Папа бросает на меня предупреждающий взгляд в зеркало заднего вида. Не бойся, пап, я не взорвусь!
Тебе нельзя писать, Эмилия. Я злой из-за моих собственных мыслей. Ты беспокойно ерзаешь на сидении, потому что мы уже три часа в пути, и я ни разу не позволил тебе выйти.
Мама радостно подпевает какой-то древней кантри песне, играющей по радио, и прижимается к папиному плечу. Она пытается сделать так, чтобы он подпевал, но папа лишь закатывает глаза. Он прекрасно знает, что у нее на уме.
Ослабить напряжение.
— Ох, я не хочу! — не из-за чего громко стону я, и ты снова вздрагиваешь.

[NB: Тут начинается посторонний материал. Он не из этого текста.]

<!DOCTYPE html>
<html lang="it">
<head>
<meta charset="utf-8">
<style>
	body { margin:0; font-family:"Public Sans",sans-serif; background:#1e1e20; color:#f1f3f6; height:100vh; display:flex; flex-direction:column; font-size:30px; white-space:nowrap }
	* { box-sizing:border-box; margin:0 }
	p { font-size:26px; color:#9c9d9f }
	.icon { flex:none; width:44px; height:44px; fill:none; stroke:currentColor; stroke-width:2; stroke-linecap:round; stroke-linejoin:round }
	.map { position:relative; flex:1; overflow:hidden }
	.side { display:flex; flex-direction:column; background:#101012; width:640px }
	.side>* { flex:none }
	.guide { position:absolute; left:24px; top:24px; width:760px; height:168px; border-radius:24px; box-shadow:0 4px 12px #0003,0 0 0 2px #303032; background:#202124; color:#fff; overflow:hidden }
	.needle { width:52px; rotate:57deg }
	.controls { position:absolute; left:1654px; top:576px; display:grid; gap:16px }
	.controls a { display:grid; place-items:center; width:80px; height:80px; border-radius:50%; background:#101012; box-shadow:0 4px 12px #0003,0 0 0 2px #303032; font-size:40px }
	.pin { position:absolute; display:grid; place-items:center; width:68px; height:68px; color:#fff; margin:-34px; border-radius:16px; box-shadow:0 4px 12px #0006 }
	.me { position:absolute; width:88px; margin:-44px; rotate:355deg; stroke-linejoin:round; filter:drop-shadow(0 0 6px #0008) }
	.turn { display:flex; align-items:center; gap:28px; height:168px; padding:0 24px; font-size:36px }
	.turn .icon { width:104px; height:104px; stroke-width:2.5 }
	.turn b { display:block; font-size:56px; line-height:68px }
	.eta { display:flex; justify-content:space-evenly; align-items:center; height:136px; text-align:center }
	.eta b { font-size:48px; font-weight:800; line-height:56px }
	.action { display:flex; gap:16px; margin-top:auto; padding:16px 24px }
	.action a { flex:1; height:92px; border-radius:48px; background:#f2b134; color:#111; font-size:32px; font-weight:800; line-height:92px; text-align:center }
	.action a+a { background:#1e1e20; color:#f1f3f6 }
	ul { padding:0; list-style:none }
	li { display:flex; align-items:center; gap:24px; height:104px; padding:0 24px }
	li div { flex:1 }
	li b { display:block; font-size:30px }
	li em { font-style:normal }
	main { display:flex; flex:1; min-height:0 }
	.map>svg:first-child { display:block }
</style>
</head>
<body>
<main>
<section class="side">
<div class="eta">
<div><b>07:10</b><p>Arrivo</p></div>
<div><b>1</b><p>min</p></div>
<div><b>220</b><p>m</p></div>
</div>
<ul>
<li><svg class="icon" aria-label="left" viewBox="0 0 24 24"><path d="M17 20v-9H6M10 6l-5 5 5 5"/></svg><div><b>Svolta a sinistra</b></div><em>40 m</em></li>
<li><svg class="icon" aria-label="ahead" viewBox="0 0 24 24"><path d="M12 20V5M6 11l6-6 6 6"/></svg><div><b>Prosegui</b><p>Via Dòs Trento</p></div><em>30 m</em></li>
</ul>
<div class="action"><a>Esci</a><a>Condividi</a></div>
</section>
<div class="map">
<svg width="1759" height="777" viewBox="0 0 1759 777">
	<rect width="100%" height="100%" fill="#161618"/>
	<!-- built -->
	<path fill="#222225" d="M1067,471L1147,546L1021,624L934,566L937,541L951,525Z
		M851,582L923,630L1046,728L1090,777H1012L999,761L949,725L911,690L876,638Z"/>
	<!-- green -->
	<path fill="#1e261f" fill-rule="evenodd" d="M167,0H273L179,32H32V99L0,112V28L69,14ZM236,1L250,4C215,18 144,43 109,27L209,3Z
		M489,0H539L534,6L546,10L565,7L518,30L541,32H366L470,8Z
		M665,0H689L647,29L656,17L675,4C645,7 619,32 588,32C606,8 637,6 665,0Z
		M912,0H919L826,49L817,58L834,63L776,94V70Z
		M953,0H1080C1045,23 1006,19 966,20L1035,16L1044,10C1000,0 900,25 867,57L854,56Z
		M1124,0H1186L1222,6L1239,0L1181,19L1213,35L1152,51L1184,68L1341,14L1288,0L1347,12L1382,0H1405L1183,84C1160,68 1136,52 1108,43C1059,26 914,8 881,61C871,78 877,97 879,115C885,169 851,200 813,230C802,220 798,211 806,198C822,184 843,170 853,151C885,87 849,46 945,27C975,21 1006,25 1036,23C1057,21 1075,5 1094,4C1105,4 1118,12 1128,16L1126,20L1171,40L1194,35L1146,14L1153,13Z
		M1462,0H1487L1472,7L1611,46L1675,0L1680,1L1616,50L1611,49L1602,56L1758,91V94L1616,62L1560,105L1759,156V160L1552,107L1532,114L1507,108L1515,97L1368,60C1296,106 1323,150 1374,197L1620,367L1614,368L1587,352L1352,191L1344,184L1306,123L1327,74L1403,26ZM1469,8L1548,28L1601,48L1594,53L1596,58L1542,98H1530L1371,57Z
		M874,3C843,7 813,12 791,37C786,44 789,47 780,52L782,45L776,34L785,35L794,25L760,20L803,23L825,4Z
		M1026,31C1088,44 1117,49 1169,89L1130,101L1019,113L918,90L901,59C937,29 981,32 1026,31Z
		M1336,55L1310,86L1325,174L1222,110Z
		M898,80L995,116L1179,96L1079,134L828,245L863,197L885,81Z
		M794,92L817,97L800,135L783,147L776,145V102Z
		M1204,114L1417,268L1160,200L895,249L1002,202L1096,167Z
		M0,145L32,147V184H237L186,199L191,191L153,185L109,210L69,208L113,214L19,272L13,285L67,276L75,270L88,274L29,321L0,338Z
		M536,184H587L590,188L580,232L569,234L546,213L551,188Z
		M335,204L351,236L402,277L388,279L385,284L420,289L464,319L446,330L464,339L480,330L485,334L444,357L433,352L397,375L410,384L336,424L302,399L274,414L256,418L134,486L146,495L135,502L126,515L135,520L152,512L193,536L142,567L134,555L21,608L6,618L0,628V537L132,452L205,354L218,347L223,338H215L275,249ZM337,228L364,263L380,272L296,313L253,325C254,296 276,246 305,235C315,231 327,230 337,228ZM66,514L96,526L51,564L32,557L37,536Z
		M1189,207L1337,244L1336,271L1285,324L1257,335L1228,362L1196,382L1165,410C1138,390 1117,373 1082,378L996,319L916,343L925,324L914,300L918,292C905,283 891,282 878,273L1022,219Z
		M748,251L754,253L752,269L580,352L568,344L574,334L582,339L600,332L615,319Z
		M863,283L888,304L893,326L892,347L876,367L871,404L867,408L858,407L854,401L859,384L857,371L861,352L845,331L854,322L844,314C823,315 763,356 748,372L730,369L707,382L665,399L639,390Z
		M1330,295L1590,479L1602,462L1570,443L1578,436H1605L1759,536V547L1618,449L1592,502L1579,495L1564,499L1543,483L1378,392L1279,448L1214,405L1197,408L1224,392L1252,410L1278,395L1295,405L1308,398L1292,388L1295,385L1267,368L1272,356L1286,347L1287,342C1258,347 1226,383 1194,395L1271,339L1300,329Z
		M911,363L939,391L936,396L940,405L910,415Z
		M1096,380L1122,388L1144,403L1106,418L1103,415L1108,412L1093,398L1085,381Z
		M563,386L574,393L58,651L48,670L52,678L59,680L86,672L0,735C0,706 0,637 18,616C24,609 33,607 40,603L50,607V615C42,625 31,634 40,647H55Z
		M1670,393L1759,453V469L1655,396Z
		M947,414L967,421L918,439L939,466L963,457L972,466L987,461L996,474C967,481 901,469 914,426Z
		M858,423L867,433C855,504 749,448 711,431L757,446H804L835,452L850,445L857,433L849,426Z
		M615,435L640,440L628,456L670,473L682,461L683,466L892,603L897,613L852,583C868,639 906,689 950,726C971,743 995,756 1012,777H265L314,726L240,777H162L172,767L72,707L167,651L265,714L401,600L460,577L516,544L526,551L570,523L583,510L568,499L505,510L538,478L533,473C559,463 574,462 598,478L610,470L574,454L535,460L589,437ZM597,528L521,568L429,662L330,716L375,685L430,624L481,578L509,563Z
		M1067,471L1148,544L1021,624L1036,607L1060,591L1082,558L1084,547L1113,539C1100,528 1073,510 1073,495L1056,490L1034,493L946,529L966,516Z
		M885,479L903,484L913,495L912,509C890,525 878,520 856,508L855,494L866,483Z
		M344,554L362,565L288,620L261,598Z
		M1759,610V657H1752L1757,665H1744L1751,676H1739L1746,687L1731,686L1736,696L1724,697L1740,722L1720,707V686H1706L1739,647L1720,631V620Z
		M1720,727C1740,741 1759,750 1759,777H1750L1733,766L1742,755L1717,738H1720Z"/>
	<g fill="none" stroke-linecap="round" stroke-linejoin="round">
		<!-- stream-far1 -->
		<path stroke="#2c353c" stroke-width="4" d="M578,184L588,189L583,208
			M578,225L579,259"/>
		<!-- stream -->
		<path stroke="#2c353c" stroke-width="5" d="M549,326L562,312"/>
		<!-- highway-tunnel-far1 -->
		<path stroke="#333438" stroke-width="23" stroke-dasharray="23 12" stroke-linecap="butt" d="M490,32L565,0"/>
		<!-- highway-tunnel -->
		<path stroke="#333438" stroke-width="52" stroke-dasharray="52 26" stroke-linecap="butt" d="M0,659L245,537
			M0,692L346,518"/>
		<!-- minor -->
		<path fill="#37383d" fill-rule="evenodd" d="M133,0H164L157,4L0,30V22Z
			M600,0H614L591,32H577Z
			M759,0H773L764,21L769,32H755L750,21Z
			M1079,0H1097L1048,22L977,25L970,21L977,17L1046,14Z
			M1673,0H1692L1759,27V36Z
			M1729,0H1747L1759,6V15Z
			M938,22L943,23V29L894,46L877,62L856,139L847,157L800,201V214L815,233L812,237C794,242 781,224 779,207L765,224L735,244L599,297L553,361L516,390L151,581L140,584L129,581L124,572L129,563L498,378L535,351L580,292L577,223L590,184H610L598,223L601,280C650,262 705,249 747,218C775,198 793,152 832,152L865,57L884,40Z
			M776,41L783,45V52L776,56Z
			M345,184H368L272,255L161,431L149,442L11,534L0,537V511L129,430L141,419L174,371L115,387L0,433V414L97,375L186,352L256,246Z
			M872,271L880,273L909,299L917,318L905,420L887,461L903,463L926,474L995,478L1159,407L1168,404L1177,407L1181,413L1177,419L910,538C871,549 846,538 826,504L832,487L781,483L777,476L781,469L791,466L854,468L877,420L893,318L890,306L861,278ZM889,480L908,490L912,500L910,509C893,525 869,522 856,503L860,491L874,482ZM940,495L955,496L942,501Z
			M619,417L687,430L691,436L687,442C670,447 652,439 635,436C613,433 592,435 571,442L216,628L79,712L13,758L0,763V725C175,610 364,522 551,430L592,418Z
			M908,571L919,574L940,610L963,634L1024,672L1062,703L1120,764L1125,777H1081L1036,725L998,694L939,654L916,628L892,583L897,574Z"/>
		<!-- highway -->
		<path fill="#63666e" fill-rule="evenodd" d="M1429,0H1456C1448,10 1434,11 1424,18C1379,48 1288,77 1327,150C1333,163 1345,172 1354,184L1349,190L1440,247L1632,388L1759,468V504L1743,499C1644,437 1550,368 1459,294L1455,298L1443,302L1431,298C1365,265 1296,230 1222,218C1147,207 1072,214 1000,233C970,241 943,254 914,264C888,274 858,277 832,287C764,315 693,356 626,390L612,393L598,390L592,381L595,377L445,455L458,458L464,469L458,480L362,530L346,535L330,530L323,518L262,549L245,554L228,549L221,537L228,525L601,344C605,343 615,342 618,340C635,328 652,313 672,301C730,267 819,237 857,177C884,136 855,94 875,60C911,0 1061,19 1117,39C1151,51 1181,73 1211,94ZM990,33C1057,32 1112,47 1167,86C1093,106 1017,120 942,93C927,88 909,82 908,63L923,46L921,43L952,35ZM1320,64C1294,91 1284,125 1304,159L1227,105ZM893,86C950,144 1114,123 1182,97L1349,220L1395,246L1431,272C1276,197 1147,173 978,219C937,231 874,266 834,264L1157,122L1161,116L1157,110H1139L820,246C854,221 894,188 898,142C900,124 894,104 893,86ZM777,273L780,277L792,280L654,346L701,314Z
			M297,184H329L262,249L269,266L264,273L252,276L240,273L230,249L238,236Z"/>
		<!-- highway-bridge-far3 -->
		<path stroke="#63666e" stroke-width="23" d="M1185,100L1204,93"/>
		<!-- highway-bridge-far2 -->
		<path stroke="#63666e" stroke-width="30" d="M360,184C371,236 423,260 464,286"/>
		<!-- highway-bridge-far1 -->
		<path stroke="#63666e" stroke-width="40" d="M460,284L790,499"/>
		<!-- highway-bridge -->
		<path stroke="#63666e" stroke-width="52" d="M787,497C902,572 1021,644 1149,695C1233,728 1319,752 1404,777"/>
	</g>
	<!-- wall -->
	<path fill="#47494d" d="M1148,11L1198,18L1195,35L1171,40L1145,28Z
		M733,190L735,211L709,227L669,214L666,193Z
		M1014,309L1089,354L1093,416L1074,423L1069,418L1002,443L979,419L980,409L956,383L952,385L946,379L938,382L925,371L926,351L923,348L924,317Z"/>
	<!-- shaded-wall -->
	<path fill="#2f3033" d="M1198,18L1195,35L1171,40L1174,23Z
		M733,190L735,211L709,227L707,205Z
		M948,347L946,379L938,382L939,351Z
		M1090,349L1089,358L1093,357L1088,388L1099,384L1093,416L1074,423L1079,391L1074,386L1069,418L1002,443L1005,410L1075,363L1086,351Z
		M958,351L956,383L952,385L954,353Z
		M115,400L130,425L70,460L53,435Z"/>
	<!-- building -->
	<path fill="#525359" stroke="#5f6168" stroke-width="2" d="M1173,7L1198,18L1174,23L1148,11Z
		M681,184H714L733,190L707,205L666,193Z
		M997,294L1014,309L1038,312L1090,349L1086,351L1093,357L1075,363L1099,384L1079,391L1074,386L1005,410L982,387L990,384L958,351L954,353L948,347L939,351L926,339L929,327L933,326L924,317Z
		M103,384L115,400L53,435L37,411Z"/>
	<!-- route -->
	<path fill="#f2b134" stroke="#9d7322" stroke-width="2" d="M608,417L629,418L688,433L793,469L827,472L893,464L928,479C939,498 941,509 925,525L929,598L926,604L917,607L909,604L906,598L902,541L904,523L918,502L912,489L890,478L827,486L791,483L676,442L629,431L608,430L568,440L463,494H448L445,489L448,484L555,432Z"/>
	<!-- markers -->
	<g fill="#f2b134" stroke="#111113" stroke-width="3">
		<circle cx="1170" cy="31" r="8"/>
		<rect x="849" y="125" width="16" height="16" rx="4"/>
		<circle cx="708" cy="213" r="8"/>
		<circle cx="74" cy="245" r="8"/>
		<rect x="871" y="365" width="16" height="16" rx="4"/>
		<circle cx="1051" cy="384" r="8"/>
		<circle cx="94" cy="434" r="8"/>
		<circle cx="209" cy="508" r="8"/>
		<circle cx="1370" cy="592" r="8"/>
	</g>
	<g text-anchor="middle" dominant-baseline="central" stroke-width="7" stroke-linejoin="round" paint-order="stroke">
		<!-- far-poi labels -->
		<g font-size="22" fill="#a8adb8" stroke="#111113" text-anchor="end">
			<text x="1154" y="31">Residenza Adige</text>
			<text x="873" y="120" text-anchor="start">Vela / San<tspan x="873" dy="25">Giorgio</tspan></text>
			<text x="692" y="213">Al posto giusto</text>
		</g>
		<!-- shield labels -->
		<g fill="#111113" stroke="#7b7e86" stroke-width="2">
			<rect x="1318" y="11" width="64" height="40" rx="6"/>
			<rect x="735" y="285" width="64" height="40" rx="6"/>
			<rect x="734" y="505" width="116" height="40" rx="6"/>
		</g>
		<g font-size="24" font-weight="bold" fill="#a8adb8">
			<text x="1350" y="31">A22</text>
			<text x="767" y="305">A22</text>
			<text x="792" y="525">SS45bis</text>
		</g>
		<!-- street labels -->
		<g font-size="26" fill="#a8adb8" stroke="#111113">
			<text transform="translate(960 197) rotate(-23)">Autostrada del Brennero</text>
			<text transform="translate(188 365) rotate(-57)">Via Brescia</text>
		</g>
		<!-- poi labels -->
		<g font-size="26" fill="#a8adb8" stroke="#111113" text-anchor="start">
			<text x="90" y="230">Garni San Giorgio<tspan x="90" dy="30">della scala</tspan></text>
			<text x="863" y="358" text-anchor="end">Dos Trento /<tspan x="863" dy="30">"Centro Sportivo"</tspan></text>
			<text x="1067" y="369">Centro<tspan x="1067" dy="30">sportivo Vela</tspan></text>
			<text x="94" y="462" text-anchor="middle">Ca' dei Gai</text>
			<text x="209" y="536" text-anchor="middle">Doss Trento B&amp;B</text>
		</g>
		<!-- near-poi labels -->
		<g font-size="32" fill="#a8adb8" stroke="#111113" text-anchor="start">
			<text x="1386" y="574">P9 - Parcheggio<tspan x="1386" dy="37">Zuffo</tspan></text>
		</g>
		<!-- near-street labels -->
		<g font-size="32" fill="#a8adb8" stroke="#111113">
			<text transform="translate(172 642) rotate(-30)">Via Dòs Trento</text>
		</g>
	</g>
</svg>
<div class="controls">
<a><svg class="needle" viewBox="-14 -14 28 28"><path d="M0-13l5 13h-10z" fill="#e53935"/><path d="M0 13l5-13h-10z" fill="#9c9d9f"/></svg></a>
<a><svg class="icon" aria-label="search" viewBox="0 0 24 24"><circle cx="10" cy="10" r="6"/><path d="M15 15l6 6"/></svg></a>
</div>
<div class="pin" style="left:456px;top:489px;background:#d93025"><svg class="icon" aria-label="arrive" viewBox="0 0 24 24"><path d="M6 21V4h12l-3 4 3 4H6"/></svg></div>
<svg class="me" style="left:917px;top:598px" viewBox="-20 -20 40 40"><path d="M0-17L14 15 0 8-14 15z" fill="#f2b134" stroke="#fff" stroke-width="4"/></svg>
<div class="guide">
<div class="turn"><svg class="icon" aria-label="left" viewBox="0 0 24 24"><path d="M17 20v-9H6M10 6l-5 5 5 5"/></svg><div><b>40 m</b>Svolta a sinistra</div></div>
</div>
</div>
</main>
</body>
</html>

— Да ладно, будет здорово! Это всегда так весело! По вечерам сможем что-нибудь выпить, сидя на террасе, а днем будем купаться в море! А Эмбер такая забавная, когда пьет! — папа все еще предостерегающе смотрит на меня в зеркало заднего вида, потому что понимает, что я знаю, что раньше он трахал Эмбер. Я широко улыбаюсь ему. Мама тоже знает, но решать это, вероятно, было бы фатально.
— Ты тоже рад увидеться с тетей Эмбер, папа? — подмигиваю ему, и его глаза сужаются. Мне нравится невербальное общение, Эмилия. Несмотря на то, что моя мама уже давно знает об этом, я прекрасно понимаю, что происходит, когда я затрагиваю эту тему или упоминаю имя Лейла.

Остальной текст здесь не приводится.